Input for this task >>
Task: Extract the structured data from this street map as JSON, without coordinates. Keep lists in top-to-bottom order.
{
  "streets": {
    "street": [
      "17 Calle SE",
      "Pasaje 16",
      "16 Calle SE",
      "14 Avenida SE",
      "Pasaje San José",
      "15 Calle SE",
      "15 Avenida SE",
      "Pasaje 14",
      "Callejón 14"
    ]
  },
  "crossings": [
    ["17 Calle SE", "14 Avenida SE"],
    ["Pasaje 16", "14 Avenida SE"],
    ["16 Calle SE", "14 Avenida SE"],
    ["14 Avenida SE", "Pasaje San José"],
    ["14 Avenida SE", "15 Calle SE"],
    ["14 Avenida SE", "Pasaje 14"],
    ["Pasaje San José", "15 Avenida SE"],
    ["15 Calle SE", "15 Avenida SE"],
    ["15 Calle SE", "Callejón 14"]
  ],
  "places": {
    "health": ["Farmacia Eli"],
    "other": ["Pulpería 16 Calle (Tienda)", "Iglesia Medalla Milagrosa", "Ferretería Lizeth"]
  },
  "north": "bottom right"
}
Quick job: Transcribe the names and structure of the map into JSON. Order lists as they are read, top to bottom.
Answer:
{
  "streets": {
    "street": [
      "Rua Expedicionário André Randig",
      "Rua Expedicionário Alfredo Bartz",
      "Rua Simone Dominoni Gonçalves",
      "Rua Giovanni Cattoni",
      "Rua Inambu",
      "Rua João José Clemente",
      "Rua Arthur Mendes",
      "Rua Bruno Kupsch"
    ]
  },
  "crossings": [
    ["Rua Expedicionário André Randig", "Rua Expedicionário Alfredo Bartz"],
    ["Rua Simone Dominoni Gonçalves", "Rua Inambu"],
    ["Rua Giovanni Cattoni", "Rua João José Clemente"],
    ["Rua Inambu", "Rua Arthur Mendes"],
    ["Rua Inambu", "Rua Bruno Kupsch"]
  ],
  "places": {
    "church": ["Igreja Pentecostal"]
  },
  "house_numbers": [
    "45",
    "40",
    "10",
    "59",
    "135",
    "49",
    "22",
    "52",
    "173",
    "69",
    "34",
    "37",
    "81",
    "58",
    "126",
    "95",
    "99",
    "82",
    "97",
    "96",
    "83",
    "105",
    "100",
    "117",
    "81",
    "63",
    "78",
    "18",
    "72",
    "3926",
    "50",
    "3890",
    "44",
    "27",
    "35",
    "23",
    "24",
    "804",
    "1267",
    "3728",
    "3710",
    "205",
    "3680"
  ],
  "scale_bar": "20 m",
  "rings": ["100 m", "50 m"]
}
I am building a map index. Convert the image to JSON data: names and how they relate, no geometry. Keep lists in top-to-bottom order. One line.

Task >> Scan the data above for the word "they", then copy every line that holds it.

Written solution >>
Quick job: Transcribe the names and structure of the map into JSON. Order lists as they are read, top to bottom.
I am building a map index. Convert the image to JSON data: names and how they relate, no geometry. Keep lists in top-to-bottom order. One line.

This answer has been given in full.